#### RECORDS TO USE ####

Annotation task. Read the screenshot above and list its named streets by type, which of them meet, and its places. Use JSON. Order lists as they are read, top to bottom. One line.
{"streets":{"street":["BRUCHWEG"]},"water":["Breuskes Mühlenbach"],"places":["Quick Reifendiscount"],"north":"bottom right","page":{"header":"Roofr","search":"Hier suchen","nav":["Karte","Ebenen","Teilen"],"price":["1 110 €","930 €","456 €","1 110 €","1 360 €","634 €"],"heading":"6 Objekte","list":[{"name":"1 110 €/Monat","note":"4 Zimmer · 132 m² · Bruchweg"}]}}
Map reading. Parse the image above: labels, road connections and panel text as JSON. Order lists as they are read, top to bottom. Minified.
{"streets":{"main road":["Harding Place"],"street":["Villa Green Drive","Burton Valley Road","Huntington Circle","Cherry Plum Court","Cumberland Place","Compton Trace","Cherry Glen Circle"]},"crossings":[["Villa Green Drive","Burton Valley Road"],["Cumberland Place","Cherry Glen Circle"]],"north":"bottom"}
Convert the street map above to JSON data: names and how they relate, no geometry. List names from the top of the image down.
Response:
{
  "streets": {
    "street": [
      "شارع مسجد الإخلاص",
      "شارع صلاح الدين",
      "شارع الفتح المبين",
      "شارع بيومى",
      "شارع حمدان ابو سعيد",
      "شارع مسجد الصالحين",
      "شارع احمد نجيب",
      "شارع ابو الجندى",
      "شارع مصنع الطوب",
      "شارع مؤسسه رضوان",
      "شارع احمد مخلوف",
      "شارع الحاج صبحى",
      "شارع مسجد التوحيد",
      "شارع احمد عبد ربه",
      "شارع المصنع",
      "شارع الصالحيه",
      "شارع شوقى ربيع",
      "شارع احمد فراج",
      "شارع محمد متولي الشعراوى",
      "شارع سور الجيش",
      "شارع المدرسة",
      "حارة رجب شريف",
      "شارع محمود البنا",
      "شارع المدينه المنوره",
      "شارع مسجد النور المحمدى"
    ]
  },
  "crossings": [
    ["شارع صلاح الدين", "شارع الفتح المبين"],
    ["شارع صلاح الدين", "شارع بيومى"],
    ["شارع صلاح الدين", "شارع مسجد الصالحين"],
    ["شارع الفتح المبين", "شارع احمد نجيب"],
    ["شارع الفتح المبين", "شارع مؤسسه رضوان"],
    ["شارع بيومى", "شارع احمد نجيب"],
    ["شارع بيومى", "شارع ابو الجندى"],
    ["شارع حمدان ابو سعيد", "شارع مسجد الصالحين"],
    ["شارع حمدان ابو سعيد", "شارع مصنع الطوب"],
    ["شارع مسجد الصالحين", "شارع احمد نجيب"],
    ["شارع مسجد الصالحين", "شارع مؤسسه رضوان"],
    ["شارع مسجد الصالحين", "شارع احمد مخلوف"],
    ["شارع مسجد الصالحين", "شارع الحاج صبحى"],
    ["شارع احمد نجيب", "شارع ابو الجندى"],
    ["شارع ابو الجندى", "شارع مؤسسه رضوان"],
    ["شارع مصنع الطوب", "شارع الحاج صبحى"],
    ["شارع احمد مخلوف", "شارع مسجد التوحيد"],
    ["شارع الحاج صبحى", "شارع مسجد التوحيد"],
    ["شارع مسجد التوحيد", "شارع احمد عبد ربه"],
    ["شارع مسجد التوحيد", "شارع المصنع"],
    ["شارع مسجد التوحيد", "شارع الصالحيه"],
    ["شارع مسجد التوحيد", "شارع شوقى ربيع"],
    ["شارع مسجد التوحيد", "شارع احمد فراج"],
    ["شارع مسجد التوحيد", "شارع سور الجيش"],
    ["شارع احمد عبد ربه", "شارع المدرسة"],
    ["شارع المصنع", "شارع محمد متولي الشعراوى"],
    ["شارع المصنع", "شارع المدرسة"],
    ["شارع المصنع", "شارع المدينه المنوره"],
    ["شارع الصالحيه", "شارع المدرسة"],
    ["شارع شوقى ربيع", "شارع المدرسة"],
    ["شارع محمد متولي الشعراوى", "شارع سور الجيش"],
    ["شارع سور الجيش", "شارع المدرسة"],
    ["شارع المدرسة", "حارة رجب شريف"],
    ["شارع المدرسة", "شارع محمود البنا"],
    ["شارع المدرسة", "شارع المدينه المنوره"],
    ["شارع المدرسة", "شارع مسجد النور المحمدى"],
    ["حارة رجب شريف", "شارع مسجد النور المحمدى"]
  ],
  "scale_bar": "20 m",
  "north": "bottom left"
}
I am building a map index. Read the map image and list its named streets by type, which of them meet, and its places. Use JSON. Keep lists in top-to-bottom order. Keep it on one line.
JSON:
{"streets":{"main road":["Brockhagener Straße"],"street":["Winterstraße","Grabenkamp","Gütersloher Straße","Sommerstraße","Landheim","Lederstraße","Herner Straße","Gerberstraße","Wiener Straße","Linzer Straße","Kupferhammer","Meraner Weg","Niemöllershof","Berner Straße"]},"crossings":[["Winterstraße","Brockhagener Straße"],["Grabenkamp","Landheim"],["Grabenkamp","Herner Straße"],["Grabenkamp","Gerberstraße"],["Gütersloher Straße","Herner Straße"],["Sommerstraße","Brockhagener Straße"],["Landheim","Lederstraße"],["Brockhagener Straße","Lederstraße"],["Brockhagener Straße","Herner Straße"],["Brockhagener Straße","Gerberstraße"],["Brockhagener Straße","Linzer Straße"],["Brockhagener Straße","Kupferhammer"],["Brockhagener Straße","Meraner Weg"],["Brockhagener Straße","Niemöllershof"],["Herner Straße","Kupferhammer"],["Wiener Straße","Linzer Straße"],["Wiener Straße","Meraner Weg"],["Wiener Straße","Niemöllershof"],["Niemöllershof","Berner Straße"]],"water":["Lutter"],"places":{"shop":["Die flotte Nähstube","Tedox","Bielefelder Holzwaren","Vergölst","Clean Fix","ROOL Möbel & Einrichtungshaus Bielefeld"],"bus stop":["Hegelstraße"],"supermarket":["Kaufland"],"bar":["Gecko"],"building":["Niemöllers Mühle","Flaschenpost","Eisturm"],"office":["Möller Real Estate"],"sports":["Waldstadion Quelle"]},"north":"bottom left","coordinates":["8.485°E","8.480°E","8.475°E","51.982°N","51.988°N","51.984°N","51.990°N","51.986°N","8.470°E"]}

####

WORK INSTRUCTION
Please filter the entries above down to the lines holding "الحاج" and copy them.

OUTPUT OF THE TASK
      "شارع الحاج صبحى",
    ["شارع مسجد الصالحين", "شارع الحاج صبحى"],
    ["شارع مصنع الطوب", "شارع الحاج صبحى"],
    ["شارع الحاج صبحى", "شارع مسجد التوحيد"],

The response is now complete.